• A Trajetória de um Guardião Viking

Páginas: 192

Autor(es) : Silvio Ferreira da Costa Mattos

Descrição:

Esta obra mostra de maneira sintética o extenso universo de tramas em que Surgat Krone, um viking dinamarquês, se viu envolvido, até que, na busca de um caminho evolutivo, conseguisse se firmar como um respeitado Exu de Lei: Sete Portas. Na existência terrena, ele era um homem arraigado a um orgulho e a uma arrogância sem igual, prevalecendo-se de algumas vantagens oferecidas por sua natureza física. Ele sempre conquistou tudo o que almejava pelo uso da força bruta e por certas habilidades naturais que o faziam ser superior aos demais elementos de sua tribo. Sua trajetória pós-morte, pelas sendas da expurgação por meio das quais necessitou banir as impurezas de sua alma, é forte exemplo de que a misericórdia divina jamais se nega ao perdão ou abandona os filhos desgarrados do amor. Porém, tal complacência não nos exime de colher aquilo que por nós mesmos foi plantado, pois sabemos que a semeadura é livre, mas a colheita é obrigatória.
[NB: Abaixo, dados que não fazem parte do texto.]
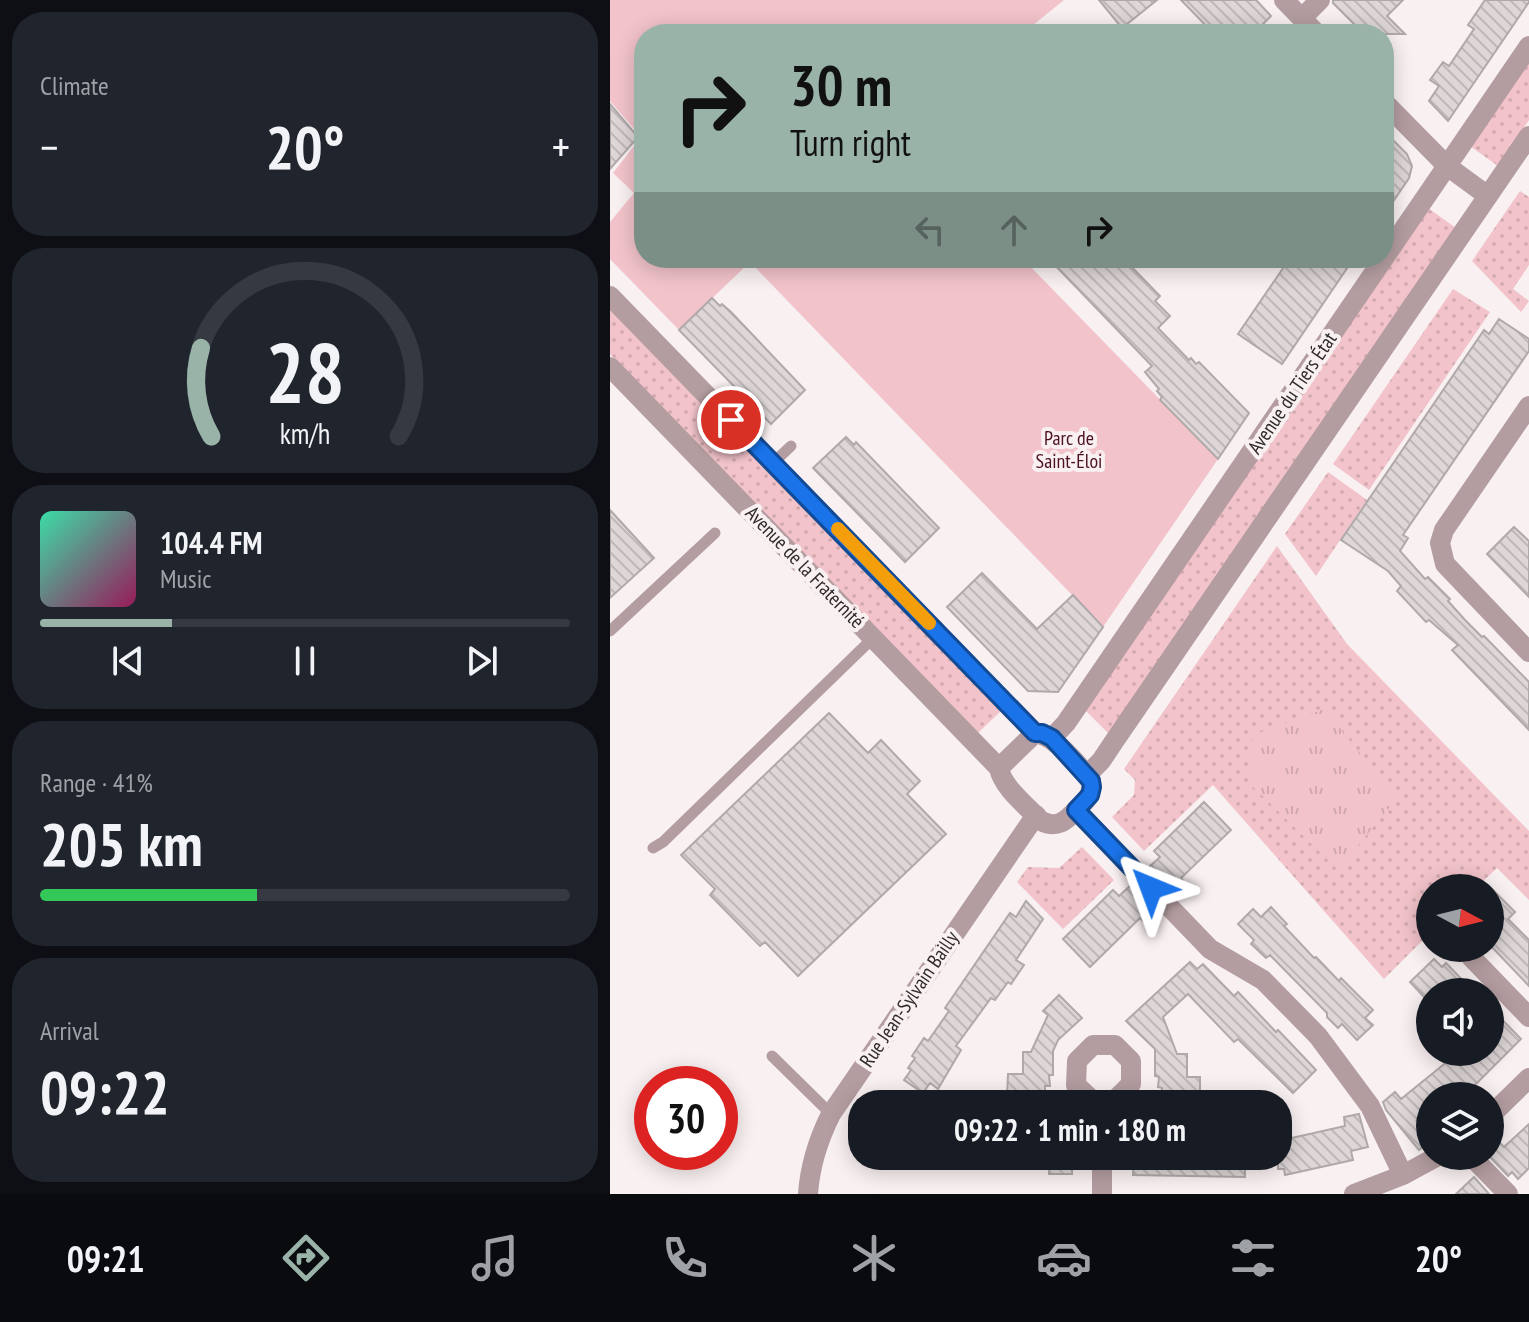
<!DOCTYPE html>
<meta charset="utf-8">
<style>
:root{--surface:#171b24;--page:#20242c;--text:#f1f3f6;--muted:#9ea1a6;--line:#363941;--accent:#9ab3a9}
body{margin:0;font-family:"PT Sans Narrow",sans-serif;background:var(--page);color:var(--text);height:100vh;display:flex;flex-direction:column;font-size:30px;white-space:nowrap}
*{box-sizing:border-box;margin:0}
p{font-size:26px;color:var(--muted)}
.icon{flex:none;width:44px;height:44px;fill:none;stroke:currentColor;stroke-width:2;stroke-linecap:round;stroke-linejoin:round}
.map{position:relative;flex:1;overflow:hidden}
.sheet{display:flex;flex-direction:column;gap:12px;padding:12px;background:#0d0f14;width:610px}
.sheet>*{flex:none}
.guide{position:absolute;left:24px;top:24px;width:760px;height:244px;border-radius:32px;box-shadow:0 4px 20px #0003;background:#9ab3a9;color:#111;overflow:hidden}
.needle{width:52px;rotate:97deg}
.controls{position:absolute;left:806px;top:874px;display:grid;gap:16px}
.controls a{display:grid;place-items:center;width:88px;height:88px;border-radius:50%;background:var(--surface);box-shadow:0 4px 20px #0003;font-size:40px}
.speed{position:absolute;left:24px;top:1066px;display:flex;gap:16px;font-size:40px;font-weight:700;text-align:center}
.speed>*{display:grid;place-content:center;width:104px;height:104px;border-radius:50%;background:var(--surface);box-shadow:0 4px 20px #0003;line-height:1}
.speed .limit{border:12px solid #d22;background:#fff;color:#111}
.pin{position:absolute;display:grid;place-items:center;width:68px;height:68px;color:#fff;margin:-34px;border:4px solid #fff;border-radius:50%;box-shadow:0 2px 8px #0007}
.me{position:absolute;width:88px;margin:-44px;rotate:316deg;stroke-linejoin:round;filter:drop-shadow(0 0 6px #0008)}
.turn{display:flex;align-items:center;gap:28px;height:168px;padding:0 24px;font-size:36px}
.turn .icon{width:104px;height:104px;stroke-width:2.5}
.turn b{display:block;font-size:56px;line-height:68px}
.lanes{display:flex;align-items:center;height:76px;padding:0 24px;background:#0003;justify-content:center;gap:40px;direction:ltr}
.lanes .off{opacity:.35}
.big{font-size:60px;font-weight:800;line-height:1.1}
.sheet .widget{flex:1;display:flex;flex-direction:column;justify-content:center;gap:12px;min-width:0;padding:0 28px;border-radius:32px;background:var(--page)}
.sheet .dial{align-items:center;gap:0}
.dial svg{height:208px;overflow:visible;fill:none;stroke:var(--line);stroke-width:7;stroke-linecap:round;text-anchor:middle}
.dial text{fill:var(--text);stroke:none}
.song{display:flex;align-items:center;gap:24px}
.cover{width:96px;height:96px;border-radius:12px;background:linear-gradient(135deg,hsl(160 70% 55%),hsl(330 70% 35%))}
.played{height:8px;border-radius:4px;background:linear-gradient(90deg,var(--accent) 25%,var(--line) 25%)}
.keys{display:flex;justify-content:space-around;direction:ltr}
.heat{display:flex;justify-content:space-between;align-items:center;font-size:44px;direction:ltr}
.charge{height:12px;border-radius:6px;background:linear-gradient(90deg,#34c759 41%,var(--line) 0)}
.trip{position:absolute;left:238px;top:1090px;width:444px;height:80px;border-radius:32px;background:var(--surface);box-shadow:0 4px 20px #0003;font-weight:800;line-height:80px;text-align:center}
.menu{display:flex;height:128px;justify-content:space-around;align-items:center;background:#090b0e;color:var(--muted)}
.menu .icon{width:56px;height:56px}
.menu .on{color:var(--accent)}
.menu b{font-size:36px;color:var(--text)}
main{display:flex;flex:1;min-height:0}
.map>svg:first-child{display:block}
.grass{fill:url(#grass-dots)}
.park{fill:url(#park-tufts)}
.garden{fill:#f2c3ca}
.building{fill:url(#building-back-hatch);stroke:#b0a9aa;stroke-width:2}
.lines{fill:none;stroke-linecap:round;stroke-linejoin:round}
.service{stroke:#b49da0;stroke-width:11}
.minor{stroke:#b49da0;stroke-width:20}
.route-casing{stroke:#114b97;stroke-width:20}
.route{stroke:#1a73e8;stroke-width:14}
.slow{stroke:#f59e0b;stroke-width:14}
.labels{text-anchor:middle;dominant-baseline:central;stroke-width:8;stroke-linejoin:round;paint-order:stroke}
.street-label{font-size:20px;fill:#2e2b2b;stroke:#f9f0f1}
.park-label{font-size:20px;fill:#4d1221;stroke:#f9f0f1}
</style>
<main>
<section class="sheet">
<div class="widget"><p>Climate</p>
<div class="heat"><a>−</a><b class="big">20°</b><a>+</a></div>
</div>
<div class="widget dial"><svg viewBox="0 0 100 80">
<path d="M14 69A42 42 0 1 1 86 69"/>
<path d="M14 69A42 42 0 0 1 10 35" stroke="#9ab3a9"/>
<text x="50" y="56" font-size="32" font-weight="700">28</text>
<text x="50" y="72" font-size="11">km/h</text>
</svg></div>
<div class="widget">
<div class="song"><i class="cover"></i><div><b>104.4 FM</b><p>Music</p></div></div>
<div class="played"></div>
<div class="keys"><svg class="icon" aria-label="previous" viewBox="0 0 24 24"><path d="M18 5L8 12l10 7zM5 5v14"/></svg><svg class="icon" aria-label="pause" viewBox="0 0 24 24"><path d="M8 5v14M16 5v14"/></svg><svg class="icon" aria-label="next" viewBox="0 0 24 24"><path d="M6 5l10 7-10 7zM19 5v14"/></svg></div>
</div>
<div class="widget"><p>Range · 41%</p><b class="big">205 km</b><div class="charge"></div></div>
<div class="widget"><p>Arrival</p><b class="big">09:22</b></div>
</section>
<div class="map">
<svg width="919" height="1194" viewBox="0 0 919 1194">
<defs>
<pattern id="grass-dots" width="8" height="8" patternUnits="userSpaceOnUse" patternTransform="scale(2)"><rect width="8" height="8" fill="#f2c3ca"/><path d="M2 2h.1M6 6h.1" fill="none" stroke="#d0a8ae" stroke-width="1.8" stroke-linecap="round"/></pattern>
<pattern id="park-tufts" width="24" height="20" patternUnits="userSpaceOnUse" patternTransform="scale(2)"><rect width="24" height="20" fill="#f2c3ca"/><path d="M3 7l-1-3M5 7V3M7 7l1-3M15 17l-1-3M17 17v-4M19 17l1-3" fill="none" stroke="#d0a8ae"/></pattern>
<pattern id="building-back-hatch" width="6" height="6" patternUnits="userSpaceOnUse" patternTransform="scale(2)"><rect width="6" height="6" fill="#ded6d7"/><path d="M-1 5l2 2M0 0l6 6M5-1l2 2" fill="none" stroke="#bfb8b9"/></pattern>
</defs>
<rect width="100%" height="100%" fill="#f9f0f1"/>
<path class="grass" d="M 919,60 L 919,120 L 888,166 L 860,146 Z
M 910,191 L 919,197 L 919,265 L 903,289 L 919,301 L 911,312 L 862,261 Z
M 818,208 L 846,228 L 499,734 L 475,710 Z
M 843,289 L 880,312 L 759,490 L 723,464 Z
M 0,306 L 392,710 L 368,733 L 0,354 Z
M 718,472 L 757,500 L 706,576 L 675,534 Z
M 667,546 L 737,644 L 919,831 L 919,900 L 887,868 L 866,888 L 820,888 L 820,933 L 774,979 L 603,785 L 534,851 L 502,817 L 524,795 L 525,780 L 514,769 Z
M 472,847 L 504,880 L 453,929 L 407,882 L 418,867 L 449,868 Z"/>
<path class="park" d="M 714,709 L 787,798 L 728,870 L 640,784 L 643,735 Z"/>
<path class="garden" d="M 0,0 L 454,0 L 412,34 L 34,34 L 34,258 L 412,258 L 608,459 L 493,627 L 140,262 L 69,330 L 0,259 L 0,222 L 24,193 L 3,173 L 31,137 L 0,101 Z"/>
<path class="building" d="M 489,0 L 547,0 L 512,28 Z
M 571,0 L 646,0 L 661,16 L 643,34 L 604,34 Z
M 723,0 L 793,0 L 777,16 L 795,34 L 754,34 L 723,3 Z
M 875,0 L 919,0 L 919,2 L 838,121 L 819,101 L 829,86 L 820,80 L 833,62 L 839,66 L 864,29 L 858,25 Z
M 0,104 L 28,137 L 0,169 Z
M 774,131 L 797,154 L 802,166 L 799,178 L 774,215 Z
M 438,258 L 513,258 L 550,296 L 545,301 L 560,316 L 548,328 L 579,360 L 581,358 L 586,364 L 589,362 L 639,413 L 608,459 L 550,400 L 552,397 L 547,391 L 549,389 L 535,372 L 542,366 Z
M 680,258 L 744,258 L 672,364 L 628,334 Z
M 102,298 L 110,306 L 112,304 L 121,312 L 195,390 L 161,424 L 69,330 Z
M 889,319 L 919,339 L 919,351 L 793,535 L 798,538 L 790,551 L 815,579 L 818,577 L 840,599 L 838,601 L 855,620 L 872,637 L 874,636 L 919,682 L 919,730 L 842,650 L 848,645 L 819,620 L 816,622 L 787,591 L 791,586 L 778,571 L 731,540 L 874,330 L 879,334 Z
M 236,437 L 244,445 L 246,442 L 329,528 L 295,562 L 203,468 Z
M 0,510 L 44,558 L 0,598 Z
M 904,527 L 919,541 L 919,597 L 877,554 Z
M 372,573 L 427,629 L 463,595 L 493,627 L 448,692 L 418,691 L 337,607 Z
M 219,713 L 258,753 L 271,740 L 310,781 L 297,794 L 336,834 L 188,976 L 155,942 L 150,946 L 100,895 L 105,889 L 71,855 Z
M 594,802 L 621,830 L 571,878 L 574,882 L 563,892 L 539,867 L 550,857 L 544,851 Z
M 521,885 L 545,910 L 533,921 L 530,918 L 480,967 L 453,939 L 503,890 L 509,896 Z
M 880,887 L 905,912 L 898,919 L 919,940 L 919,986 L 880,945 Z
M 416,901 L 433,919 L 406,960 L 414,965 L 401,984 L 398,982 L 385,1000 L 381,998 L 346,1046 L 351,1050 L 328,1089 L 320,1083 L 313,1093 L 294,1080 L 301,1070 L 298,1068 L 305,1058 L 302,1056 L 314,1038 L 318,1041 L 339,1011 L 335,1008 L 400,913 L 406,917 Z
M 661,907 L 677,924 L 674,926 L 704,958 L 706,957 L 729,981 L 731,978 L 763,1010 L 755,1018 L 763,1025 L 747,1040 L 732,1024 L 728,1028 L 717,1017 L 717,1013 L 660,955 L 656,958 L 641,944 L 644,940 L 628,924 L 643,909 L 651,917 Z
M 824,959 L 832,967 L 836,963 L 864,992 L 820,992 L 816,999 L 800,982 Z
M 580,962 L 587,969 L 593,964 L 624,996 L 628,992 L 666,1032 L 668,1030 L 706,1070 L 683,1093 L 628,1039 L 624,1042 L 578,994 L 553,1017 L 567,1054 L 577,1054 L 577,1077 L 590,1077 L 590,1100 L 575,1100 L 574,1104 L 552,1104 L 552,1088 L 548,1087 L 549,1077 L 545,1076 L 545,1049 L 516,1021 Z
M 449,995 L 472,1018 L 448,1040 L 443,1051 L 443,1075 L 439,1075 L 440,1086 L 435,1086 L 435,1104 L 414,1104 L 414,1098 L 397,1097 L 398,1074 L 413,1074 L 413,1052 L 421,1052 L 438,1015 L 433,1011 Z
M 880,1007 L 911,1039 L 867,1083 L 850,1096 L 820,1096 L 820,1135 L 806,1120 L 820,1138 L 820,1141 L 809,1150 L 776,1110 L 773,1102 L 785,1092 L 791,1099 L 849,1052 L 880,1052 Z
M 749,1114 L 758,1147 L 741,1151 L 743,1160 L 675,1175 L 674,1169 L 668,1169 L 668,1141 L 735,1126 L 734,1117 Z
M 919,1124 L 919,1168 L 908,1179 L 902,1172 L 898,1176 L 880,1157 L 880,1133 L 894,1147 Z
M 440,1156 L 462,1156 L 462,1174 L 439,1174 Z
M 524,1156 L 635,1156 L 635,1177 L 523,1175 Z
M 864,1177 L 879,1194 L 846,1194 Z"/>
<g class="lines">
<path class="service" d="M 163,463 L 181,446
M 0,631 L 105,533
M 43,848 L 53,842 L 263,638
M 162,1056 L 221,1114"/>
<path class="minor" d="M 674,0 L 707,34
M 692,18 L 710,0
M 774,102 L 837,166 L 878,196
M 0,296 L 425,733
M 0,367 L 389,768
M 919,406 L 834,530 L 830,543 L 835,564 L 919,652
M 425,733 C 444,735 470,766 481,781 C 483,795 476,801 466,810 C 456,821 447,829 431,821 C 418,807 392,787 389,768 Z
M 442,738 L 456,723 L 919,46
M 477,775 L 491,761 L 503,743 L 919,136
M 466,810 L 600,949 L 653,980 L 708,1036 L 760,1106 L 793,1175
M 861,957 L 919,1017
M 483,1045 L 505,1045 L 521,1061 L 521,1084 L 504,1101 L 482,1100 L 466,1085 L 467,1061 Z
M 880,1116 L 919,1078
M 861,1156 L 898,1194
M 198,1194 C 200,1165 208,1140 221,1114 L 426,815
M 492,1194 L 492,1156
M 744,1194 L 793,1175 L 828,1156"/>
</g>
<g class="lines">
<g class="route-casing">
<path id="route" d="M 121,420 L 425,733 L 432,733 L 442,738 L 481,781 L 482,787 L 480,795 L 466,810 L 541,888"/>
</g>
<use href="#route" class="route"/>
<path class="slow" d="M 228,529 L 319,623"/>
</g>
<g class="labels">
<g class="street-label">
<text transform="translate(682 393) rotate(-56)">Avenue du Tiers État</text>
<text transform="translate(195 567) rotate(46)">Avenue de la Fraternité</text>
<text transform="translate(299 999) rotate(-56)">Rue Jean-Sylvain Bailly</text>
</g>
<g class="park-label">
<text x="459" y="438">Parc de<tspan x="459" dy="23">Saint-Éloi</tspan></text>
</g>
</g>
</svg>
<div class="controls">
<a><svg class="needle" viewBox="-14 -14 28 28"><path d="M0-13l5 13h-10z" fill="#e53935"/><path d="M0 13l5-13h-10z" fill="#9ea1a6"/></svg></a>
<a><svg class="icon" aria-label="sound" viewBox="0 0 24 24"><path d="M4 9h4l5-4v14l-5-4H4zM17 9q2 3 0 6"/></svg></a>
<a><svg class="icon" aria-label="layers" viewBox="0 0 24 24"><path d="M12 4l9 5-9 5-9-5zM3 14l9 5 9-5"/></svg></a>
</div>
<div class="speed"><div class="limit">30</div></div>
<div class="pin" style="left:121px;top:420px;background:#d93025"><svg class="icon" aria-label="arrive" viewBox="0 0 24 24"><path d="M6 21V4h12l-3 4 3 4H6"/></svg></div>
<svg class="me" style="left:541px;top:888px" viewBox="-20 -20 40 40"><path d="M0-17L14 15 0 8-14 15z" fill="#1a73e8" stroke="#fff" stroke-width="4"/></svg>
<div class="trip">09:22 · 1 min · 180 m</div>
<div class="guide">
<div class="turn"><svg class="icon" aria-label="right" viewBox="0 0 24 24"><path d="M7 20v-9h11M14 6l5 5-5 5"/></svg><div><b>30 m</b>Turn right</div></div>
<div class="lanes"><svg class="icon off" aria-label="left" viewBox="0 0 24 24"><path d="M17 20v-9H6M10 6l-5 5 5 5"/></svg><svg class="icon off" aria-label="ahead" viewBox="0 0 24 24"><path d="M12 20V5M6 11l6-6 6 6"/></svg><svg class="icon" aria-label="right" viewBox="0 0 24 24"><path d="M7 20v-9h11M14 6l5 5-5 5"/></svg></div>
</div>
</div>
</main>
<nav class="menu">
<b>09:21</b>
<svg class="icon on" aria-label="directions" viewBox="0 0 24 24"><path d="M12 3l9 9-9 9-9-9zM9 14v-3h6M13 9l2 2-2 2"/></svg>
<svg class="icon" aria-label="music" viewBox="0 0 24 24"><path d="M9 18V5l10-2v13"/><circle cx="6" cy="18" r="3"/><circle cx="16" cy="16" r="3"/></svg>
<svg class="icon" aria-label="phone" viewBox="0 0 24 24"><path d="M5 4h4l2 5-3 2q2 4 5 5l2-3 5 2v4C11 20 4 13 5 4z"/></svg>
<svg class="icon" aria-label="climate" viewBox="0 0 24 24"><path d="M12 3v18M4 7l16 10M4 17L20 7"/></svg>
<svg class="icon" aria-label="car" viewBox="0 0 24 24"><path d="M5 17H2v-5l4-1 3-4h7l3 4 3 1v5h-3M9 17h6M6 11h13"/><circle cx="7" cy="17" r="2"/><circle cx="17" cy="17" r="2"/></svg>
<svg class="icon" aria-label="filters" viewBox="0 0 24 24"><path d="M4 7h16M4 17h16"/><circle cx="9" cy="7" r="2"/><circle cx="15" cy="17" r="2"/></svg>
<b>20°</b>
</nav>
Conheça a trajetória desse guardião viking, o Exu Sete Portas, que, dentro das limitações que suas vibrações atuais lhe permitem, não esconde as máculas carregadas no passado, pois entende que suas revelações servirão de alerta àqueles que ainda ousam descrer da onipotência, da onisciência e da onipresença de Deus.

Release:

Silvio Ferreira da Costa Mattos nasceu em 1º de junho de 1947, na cidade do Rio de Janeiro. Conheceu o Espiritismo ainda na infância, mas optou por seguir o Catolicismo, embora, periodicamente, se visse diante de algum centro espírita e acabasse participando, como espectador, das sessões mediúnicas. Aos 12 anos, acompanhando sua mãe, que se encontrava muito enferma, entrou pela primeira vez em uma tenda de Umbanda, na qual teve contato com uma entidade espiritual, o Preto-Velho João de Aruanda, que, anos depois, passou a ser um dos integrantes de seu grupo de protetores espirituais, na linha de Yorimá. Foi aos 15 anos que sua mediunidade se viu aflorada, mas, por desconhecer essa realidade, passou por longo período influenciado por obsessões espirituais e em conflitos internos por se considerar um católico fervoroso.
Cansado de tanto sofrimento, recorreu ao Espiritismo. Tempos depois, durante as sessões em que passou a atuar como membro da mesa, entidades de outras linhagens, mais propriamente da Umbanda, começaram a se manifestar por meio da psicofonia, entre as quais o Caboclo Ubatuba, que lhe anunciou as diretrizes a serem cumpridas por seu intermédio, como, por exemplo, a de fundar futuramente um templo onde, juntos, exerceriam a caridade e difundiriam o amor universal, a fé e a doutrina dos Orixás com base nos ensinamentos do Evangelho. Dezenove anos depois, Silvio inaugurou a Associação de Pesquisas Espirituais Ubatuba - APEU - Templo de Umbanda Branca do Caboclo Ubatuba, onde permanece como presidente administrativo e diretor espiritual.